PROBLEM DETAILS: Copy every line of the data in which the word "lane" occurs.

*** Opening of RECORDS SHOWN ***

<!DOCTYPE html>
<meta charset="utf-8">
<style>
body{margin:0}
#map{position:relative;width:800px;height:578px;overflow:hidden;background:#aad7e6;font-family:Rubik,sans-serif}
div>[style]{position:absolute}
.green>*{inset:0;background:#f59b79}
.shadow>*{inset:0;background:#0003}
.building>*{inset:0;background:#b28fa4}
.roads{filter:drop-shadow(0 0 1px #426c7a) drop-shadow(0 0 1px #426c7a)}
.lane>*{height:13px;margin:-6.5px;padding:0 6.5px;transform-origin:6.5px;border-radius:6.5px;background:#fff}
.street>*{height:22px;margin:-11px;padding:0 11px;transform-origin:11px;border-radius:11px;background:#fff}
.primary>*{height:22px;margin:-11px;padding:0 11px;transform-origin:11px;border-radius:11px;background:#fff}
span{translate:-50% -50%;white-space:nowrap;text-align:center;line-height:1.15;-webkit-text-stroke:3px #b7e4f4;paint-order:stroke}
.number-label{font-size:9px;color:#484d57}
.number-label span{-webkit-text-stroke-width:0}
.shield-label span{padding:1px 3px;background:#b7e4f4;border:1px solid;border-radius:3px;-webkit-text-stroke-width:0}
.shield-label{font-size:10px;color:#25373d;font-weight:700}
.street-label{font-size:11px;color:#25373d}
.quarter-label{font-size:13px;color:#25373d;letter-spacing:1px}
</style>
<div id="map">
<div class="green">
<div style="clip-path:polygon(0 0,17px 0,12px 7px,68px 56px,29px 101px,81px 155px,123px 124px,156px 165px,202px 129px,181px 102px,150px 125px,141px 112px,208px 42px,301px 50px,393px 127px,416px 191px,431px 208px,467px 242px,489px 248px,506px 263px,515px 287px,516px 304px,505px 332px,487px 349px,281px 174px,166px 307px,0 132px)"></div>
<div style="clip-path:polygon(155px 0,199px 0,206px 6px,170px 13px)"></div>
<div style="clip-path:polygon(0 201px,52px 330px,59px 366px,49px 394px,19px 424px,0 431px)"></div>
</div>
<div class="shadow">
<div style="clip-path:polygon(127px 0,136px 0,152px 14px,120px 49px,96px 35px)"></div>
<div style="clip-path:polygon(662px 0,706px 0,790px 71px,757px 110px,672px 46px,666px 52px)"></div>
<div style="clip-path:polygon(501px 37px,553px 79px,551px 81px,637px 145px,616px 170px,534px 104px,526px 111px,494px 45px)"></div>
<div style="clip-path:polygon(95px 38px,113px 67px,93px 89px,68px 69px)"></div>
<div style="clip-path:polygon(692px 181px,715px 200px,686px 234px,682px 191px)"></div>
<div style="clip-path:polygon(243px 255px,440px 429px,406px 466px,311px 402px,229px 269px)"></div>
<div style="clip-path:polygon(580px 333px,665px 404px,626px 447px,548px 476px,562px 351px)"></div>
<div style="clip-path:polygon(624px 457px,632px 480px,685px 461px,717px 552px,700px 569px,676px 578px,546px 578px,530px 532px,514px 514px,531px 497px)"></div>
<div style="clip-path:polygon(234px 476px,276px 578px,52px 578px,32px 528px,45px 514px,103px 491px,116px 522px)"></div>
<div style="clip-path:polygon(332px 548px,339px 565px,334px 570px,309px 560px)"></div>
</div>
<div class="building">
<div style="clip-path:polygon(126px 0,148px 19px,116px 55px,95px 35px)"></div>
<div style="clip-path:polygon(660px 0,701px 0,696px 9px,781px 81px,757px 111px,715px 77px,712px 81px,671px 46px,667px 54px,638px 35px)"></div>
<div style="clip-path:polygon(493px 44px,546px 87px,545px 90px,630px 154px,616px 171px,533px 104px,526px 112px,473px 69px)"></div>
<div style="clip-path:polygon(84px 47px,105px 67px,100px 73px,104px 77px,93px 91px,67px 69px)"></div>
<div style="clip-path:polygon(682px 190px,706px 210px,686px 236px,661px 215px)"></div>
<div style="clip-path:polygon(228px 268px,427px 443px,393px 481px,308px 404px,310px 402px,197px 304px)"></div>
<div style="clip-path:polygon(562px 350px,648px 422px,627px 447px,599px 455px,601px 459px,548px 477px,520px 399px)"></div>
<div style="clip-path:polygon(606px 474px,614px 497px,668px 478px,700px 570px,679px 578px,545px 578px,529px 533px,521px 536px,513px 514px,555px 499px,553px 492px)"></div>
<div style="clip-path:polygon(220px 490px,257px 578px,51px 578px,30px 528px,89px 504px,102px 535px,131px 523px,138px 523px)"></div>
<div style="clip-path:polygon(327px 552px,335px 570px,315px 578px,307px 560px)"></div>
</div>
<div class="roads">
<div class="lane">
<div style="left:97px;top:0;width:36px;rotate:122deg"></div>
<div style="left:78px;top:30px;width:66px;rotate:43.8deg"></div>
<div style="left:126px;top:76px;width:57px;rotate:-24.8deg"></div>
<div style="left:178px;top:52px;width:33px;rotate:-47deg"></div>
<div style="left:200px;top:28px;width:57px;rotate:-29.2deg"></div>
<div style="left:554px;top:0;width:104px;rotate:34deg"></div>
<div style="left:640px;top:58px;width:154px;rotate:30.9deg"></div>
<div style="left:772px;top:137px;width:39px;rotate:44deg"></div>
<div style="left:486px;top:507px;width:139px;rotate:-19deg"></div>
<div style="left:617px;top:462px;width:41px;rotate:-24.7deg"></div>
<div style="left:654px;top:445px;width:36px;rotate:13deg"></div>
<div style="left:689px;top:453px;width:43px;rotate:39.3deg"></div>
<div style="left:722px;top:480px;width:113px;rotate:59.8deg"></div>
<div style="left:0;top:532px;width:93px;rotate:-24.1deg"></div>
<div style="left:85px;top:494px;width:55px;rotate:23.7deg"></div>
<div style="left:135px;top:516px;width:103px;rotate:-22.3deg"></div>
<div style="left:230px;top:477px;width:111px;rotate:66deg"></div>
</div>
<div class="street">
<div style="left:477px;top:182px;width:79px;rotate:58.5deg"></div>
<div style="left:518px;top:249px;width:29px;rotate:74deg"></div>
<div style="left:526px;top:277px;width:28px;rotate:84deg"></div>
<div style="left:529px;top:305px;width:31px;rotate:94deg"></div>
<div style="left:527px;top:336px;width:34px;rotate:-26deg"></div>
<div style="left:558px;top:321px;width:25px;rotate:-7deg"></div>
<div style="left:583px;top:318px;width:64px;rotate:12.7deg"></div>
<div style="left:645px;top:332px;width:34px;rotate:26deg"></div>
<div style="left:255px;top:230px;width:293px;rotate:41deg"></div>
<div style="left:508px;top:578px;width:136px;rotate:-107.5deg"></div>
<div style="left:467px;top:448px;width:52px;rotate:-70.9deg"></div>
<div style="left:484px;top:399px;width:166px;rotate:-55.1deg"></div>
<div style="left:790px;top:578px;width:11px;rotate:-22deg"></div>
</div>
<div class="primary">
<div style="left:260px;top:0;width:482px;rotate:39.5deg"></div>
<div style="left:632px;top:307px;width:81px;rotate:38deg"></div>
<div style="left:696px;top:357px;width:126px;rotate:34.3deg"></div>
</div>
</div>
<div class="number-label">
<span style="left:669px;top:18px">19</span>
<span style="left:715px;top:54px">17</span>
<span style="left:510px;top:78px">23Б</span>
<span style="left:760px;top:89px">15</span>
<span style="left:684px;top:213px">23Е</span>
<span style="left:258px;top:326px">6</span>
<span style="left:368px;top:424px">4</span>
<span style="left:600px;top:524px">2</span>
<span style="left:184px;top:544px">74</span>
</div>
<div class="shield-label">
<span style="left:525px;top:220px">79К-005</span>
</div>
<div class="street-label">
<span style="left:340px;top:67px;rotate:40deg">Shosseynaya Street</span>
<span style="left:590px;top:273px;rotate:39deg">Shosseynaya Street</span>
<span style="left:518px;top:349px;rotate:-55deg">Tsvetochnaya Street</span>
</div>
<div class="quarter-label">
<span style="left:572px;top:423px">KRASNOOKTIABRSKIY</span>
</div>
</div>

*** Close of RECORDS SHOWN ***

OUTPUT OF THE EXERCISE:
.lane>*{height:13px;margin:-6.5px;padding:0 6.5px;transform-origin:6.5px;border-radius:6.5px;background:#fff}
<div class="lane">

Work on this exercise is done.